Tal vez nada de eso exista ya, quizás el pequeño Congo haya lamido Topo de un gran lengüetazo cenagoso una noche de tornado, al pasar, y ya no quede nada, haya desaparecido de los mapas hasta el nombre, ya sólo quede yo, en una palabra, para recordar aún a Alcide… Tal vez lo haya olvidado su sobrina también.

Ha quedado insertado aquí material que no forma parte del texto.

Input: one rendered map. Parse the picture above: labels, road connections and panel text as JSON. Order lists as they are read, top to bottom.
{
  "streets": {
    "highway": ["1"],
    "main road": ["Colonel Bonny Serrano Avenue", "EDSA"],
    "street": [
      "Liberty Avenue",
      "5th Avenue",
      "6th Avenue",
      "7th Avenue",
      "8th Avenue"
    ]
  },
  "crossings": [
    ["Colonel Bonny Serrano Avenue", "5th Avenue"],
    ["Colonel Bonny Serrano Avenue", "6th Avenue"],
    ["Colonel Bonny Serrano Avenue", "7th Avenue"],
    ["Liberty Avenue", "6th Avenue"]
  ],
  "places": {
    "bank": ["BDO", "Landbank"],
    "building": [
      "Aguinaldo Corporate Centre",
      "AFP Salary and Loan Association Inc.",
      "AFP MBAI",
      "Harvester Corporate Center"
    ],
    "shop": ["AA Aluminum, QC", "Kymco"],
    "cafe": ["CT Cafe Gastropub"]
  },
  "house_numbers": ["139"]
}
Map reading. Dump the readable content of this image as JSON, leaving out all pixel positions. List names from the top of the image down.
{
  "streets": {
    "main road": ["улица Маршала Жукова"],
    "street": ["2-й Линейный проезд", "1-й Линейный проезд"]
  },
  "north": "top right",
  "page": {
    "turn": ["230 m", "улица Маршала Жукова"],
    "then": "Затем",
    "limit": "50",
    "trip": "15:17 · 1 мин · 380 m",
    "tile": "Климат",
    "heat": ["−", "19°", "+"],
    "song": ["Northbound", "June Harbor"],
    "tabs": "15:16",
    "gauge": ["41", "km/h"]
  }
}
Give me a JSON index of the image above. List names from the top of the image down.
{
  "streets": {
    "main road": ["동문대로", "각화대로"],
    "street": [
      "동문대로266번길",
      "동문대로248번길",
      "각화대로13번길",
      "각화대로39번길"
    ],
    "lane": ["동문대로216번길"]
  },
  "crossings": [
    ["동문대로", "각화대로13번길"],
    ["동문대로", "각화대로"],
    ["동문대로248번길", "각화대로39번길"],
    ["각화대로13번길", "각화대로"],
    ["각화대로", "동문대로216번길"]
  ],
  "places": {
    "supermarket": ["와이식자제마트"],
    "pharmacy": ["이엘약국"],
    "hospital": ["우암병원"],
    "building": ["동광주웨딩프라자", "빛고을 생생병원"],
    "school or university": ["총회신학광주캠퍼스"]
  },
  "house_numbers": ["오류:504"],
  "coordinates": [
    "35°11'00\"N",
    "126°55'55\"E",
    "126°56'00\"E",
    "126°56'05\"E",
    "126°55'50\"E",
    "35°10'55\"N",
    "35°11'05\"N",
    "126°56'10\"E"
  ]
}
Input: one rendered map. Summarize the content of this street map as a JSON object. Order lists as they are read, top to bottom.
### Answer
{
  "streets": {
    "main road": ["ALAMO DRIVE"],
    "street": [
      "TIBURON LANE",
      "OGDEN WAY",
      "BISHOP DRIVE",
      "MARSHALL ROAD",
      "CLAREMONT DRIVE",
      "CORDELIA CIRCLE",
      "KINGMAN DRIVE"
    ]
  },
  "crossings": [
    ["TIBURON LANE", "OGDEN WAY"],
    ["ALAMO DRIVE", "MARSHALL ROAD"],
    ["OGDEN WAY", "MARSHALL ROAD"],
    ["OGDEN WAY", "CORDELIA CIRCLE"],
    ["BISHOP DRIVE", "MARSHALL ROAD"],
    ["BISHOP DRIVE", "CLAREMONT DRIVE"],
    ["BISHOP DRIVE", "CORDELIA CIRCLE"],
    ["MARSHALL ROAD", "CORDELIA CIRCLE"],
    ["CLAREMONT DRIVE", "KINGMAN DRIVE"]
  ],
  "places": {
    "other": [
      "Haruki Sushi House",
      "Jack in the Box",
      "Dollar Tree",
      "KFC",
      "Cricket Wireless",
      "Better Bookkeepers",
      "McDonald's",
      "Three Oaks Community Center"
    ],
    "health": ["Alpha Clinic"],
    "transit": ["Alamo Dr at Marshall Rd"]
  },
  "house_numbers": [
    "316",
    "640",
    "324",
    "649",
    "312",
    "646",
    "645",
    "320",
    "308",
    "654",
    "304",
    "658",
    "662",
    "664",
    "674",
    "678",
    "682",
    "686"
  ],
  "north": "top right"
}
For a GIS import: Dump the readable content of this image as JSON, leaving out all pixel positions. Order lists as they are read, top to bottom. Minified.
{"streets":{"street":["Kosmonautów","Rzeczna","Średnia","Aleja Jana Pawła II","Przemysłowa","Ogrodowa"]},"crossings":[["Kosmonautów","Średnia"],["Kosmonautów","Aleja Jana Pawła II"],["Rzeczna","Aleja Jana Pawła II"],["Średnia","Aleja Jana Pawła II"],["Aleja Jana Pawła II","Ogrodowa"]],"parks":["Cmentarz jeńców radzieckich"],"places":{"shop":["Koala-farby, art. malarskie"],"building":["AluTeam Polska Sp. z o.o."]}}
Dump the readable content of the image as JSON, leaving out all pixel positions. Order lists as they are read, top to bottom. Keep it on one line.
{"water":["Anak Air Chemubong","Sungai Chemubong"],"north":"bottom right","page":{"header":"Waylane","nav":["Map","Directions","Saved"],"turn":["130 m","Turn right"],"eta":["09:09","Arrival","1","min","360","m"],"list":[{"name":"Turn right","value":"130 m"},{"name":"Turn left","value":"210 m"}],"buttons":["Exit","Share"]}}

Puede que el teniente Grappa no haya vuelto a ver su Toulouse… Que la selva que acechaba desde siempre la duna, al regreso de la estación de las lluvias, haya invadido todo, haya aplastado todo bajo la sombra de las inmensas caobas, todo, hasta las florecillas imprevistas de la arena, que, según Alcide, no había que regar… Que ya no exista nada.

Lo que fueron los diez días de ascenso río arriba es algo que no olvidaré por mucho tiempo… Transcurridos vigilando los remolinos cenagosos, en el hueco de la piragua, eligiendo un paso furtivo tras otro, entre los ramajes enormes a la deriva, evitados con agilidad. Trabajo de forzados evadidos.

Después de cada crepúsculo, nos deteníamos en un promontorio rocoso. Una mañana, abandonamos por fin aquella sucia lancha salvaje para entrar en la selva por un sendero oculto que se insinuaba en la penumbra verde y húmeda, iluminado sólo a ratos por un rayo de sol que caía desde lo alto de aquella infinita catedral de hojas. Monstruosos árboles caídos obligaban a nuestro grupo a dar muchos rodeos. En su hueco un metro entero habría maniobrado a sus anchas.

En determinado momento volvió la luz deslumbrante, habíamos llegado ante un espacio desbrozado, tuvimos que subir aún, otro esfuerzo. La eminencia que alcanzamos coronaba la infinita selva, encrespada con cimas amarillas, rojas y verdes, que poblaba, estrujaba montes y valles, monstruosamente abundante como el cielo y el agua. El hombre cuya vivienda buscábamos vivía, me indicaron con señas, un poco más lejos… en otro vallecito. Allí nos esperaba, el hombre.

Entre dos grandes rocas se había construido una especie de refugio, al abrigo, me hizo observar, de los tornados del Este, los peores, los más iracundos. No tuve inconveniente en reconocer que era una ventaja, pero en cuanto a la choza misma pertenecía con toda seguridad a la última categoría, la más astrosa, vivienda casi teórica, deshilachada por todos lados. Me esperaba sin falta algo por el estilo en punto a vivienda, pero, aun así, la realidad superaba mis previsiones.